+++ DATA IN THIS EXERCISE +++

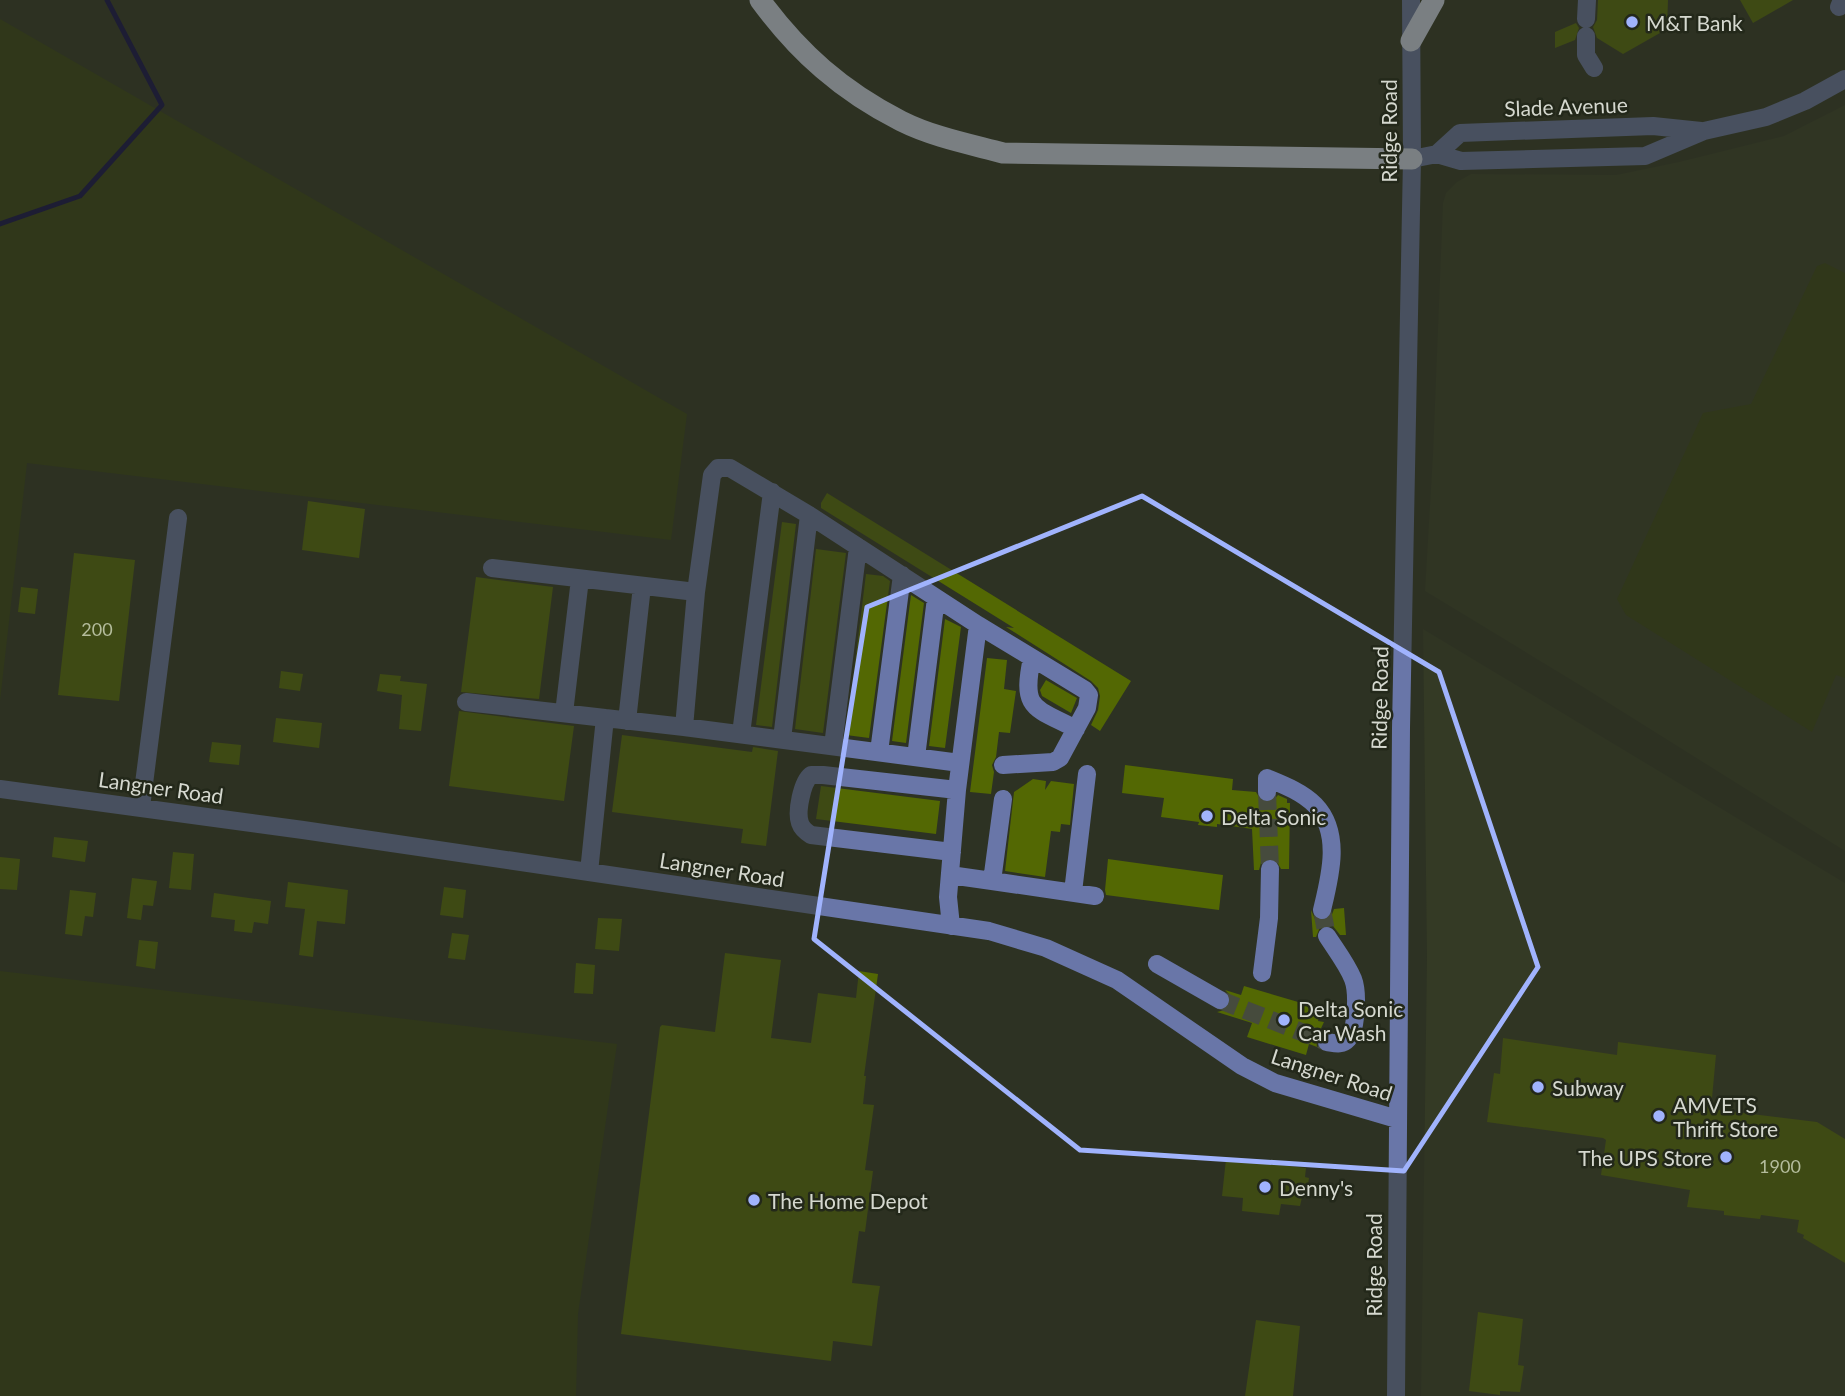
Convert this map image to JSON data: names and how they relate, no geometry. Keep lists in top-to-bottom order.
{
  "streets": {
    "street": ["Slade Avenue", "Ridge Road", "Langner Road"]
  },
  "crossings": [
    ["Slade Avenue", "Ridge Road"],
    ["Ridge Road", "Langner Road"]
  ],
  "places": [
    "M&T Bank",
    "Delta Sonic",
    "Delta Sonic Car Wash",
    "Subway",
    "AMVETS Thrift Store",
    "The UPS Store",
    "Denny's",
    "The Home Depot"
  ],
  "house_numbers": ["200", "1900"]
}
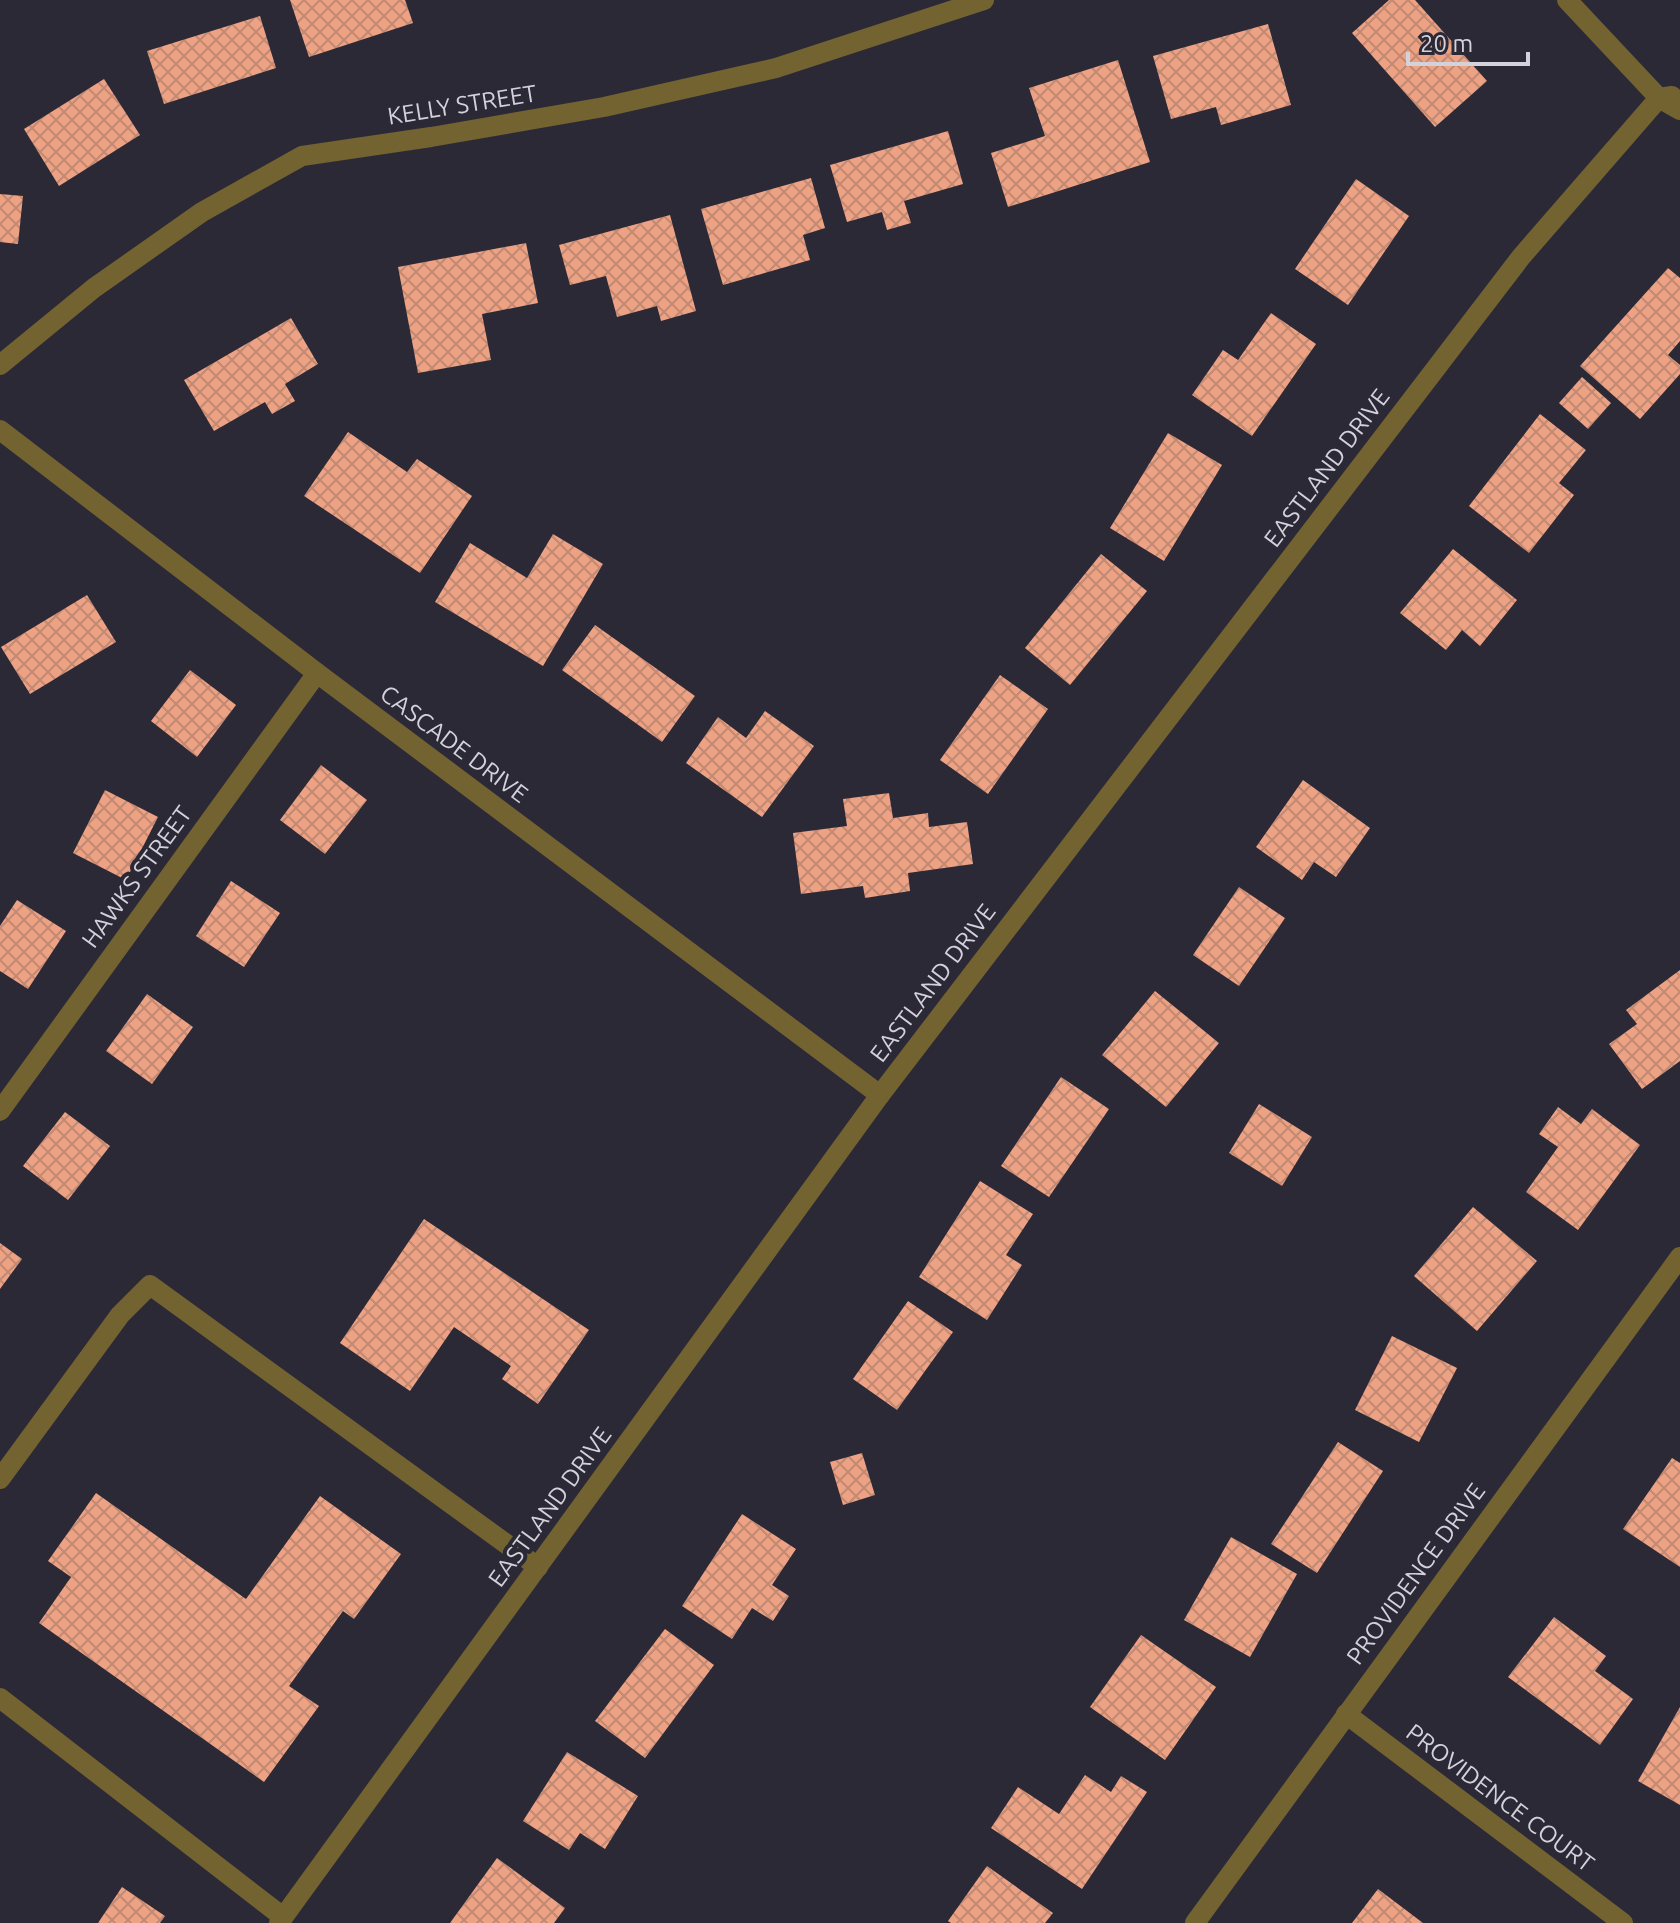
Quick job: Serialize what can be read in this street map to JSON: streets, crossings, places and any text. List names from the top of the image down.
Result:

+++

EXERCISE AIM -
Please transcribe every record above exactly as written, leaving out the pictures.

RESPONSE -
Convert this map image to JSON data: names and how they relate, no geometry. Keep lists in top-to-bottom order.
{
  "streets": {
    "street": ["Slade Avenue", "Ridge Road", "Langner Road"]
  },
  "crossings": [
    ["Slade Avenue", "Ridge Road"],
    ["Ridge Road", "Langner Road"]
  ],
  "places": [
    "M&T Bank",
    "Delta Sonic",
    "Delta Sonic Car Wash",
    "Subway",
    "AMVETS Thrift Store",
    "The UPS Store",
    "Denny's",
    "The Home Depot"
  ],
  "house_numbers": ["200", "1900"]
}
Quick job: Serialize what can be read in this street map to JSON: streets, crossings, places and any text. List names from the top of the image down.
Result:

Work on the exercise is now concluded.